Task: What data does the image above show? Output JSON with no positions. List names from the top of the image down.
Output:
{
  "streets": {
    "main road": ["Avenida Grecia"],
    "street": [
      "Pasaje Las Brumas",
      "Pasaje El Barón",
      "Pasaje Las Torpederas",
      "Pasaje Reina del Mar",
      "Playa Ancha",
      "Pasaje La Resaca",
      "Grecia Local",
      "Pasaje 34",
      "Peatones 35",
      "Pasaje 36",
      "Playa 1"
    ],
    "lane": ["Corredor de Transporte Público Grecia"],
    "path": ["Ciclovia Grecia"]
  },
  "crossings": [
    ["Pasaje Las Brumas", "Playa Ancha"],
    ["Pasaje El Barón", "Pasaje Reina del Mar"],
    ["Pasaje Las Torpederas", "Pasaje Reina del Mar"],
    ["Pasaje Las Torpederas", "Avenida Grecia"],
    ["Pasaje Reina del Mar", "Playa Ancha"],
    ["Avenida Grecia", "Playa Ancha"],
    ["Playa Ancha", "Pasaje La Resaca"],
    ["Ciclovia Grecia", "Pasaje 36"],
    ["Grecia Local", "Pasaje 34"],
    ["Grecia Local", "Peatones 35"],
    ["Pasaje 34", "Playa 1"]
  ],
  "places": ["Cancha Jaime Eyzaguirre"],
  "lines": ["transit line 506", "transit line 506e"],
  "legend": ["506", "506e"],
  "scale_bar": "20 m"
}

■ **ABOUT THIS EXERCISE**
Copy every record above exactly as it is.

■ **ANSWER TO THIS PROBLEM**
Task: What data does the image above show? Output JSON with no positions. List names from the top of the image down.
Output:
{
  "streets": {
    "main road": ["Avenida Grecia"],
    "street": [
      "Pasaje Las Brumas",
      "Pasaje El Barón",
      "Pasaje Las Torpederas",
      "Pasaje Reina del Mar",
      "Playa Ancha",
      "Pasaje La Resaca",
      "Grecia Local",
      "Pasaje 34",
      "Peatones 35",
      "Pasaje 36",
      "Playa 1"
    ],
    "lane": ["Corredor de Transporte Público Grecia"],
    "path": ["Ciclovia Grecia"]
  },
  "crossings": [
    ["Pasaje Las Brumas", "Playa Ancha"],
    ["Pasaje El Barón", "Pasaje Reina del Mar"],
    ["Pasaje Las Torpederas", "Pasaje Reina del Mar"],
    ["Pasaje Las Torpederas", "Avenida Grecia"],
    ["Pasaje Reina del Mar", "Playa Ancha"],
    ["Avenida Grecia", "Playa Ancha"],
    ["Playa Ancha", "Pasaje La Resaca"],
    ["Ciclovia Grecia", "Pasaje 36"],
    ["Grecia Local", "Pasaje 34"],
    ["Grecia Local", "Peatones 35"],
    ["Pasaje 34", "Playa 1"]
  ],
  "places": ["Cancha Jaime Eyzaguirre"],
  "lines": ["transit line 506", "transit line 506e"],
  "legend": ["506", "506e"],
  "scale_bar": "20 m"
}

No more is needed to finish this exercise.